ReleaseEngineering/Buildslave Startup Process
Buildslave Source
Note that the version of Buildbot installed on the slaves is not the same as that on the master. See the ReleaseEngineering/Buildslave Versions for details. The remainder of this page describes how that version is started.
General (runslave)
In general, the idea is to get around to running runslave.py, which takes care of contacting the slave allocator, setting up buidlbot.tac, and starting the buildslave process.
Linux
All Linux hosts start buildslave via ReleaseEngineering/Applications/Runner, specifically via its buildbot task.
PuppetAgain
/etc/init.d/runner depends on /etc/init.d/puppet, which blocks until puppet run to completion. Builds run in /builds/slave.
Build (CentOS 5)
/etc/init.d/runner depends on /etc/init.d/puppet, which blocks until puppet run to completion.

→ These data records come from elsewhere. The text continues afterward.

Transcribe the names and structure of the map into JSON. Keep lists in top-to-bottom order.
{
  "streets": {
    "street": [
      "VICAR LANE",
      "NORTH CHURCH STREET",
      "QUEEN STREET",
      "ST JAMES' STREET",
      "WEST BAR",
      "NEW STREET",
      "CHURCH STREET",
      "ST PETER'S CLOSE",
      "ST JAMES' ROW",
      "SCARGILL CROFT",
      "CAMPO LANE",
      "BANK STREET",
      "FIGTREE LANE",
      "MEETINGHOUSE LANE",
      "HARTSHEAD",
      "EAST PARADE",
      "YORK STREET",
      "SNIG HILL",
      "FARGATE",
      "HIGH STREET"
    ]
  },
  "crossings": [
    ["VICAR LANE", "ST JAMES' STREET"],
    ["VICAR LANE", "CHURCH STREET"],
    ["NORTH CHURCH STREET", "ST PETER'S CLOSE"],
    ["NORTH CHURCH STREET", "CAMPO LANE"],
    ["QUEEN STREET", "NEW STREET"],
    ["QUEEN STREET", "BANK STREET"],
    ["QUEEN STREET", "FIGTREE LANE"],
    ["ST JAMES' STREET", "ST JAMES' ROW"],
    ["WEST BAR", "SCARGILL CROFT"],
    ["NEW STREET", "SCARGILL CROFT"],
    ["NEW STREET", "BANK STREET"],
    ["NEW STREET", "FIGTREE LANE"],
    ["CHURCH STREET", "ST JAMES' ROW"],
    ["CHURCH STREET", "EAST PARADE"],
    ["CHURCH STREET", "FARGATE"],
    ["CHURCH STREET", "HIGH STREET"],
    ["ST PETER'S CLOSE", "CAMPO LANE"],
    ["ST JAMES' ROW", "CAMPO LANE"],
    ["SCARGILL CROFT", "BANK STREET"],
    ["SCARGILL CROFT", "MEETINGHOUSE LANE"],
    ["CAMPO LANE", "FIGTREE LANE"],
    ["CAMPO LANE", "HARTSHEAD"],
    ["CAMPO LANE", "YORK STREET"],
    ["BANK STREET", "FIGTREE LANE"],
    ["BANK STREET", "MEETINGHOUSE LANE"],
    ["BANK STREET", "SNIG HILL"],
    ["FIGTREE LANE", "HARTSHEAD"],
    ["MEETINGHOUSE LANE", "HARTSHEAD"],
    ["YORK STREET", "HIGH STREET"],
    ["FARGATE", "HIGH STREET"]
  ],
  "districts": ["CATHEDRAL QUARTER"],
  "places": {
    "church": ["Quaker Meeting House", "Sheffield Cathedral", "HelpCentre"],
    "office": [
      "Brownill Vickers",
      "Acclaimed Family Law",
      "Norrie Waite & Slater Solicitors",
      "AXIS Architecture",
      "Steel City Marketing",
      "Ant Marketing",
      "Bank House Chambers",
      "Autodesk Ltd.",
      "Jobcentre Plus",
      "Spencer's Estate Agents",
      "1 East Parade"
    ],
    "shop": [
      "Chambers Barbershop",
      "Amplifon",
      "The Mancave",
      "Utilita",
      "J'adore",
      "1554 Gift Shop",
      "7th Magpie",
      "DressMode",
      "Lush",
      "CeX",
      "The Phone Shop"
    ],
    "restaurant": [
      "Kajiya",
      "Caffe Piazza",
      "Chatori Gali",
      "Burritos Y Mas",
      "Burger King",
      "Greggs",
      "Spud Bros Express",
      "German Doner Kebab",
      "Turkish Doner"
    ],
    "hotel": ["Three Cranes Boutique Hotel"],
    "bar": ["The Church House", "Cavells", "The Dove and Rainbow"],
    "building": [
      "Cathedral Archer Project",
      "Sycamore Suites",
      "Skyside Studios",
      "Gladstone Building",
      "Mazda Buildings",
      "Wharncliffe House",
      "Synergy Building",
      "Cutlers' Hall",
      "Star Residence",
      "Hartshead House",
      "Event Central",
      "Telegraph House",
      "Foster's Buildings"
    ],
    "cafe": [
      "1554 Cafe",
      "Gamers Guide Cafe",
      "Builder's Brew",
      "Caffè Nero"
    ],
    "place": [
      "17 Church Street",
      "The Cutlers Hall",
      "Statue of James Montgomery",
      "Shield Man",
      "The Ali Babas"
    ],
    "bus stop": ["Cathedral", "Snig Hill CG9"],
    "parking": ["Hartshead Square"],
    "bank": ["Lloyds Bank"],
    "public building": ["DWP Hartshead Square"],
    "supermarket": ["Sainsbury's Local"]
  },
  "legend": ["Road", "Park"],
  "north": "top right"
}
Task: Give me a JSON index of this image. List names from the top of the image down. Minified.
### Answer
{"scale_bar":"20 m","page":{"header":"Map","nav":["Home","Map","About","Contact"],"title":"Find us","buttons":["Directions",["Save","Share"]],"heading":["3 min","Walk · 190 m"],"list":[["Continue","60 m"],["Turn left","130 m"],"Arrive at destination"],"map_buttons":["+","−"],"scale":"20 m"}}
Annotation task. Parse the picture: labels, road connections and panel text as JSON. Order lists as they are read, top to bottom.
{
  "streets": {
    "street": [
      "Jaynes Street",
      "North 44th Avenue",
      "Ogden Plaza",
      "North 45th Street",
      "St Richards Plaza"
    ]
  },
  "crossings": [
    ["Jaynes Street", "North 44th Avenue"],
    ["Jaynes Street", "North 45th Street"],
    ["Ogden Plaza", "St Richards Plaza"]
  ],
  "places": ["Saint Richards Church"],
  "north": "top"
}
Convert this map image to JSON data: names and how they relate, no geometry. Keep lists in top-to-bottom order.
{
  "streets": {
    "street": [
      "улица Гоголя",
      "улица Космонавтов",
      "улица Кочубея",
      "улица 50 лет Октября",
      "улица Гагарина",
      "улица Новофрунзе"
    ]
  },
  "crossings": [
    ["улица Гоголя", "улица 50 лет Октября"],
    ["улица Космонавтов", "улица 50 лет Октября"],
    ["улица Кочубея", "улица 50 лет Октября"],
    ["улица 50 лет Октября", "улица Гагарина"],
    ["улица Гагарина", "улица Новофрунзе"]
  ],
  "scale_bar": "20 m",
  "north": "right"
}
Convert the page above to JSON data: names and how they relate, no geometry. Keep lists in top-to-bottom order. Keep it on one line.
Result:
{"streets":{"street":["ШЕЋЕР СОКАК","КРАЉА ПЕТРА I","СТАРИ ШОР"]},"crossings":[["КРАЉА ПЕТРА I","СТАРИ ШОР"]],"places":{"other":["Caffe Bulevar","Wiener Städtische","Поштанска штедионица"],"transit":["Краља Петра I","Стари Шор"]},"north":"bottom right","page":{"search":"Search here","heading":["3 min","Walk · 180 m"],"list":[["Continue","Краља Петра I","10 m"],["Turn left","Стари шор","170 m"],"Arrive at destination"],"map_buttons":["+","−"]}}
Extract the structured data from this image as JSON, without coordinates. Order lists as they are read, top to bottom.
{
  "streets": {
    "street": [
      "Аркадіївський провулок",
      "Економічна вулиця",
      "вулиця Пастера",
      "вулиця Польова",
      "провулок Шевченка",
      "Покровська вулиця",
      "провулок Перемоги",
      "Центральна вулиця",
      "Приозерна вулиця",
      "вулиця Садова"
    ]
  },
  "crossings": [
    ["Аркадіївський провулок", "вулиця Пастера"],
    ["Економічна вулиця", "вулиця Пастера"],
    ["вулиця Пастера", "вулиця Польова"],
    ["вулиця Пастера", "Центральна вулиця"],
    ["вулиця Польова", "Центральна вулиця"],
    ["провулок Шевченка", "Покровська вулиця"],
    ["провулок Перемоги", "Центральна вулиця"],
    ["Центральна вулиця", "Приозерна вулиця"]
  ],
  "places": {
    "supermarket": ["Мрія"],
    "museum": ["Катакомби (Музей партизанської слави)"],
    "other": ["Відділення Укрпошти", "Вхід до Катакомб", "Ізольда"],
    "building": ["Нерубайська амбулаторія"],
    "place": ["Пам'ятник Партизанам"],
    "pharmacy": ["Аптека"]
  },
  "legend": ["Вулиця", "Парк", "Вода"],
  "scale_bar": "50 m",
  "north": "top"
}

Builds run in /builds/slave.
Test (Fedora 12)
- note: may be deprecated
On startup, test boxes automatically login, and run home/cltbld/.config/autostart/gnome-terminal.desktop. This file runs /home/cltbld/run-puppet-and-buildbot.sh, which runs puppet in a loop, and when that's complete, runs runslave.py.
Darwin
PuppetAgain
Puppet runs as root during startup, from /Library/LaunchDaemons/com.mozilla.puppet.plist. This runs run-puppet.sh, which runs puppet repeatedly until it succeeds, rebooting after too many failures. When this script is finished, it touches /var/tmp/puppet.finished, which signals the runner startup launchd script to start.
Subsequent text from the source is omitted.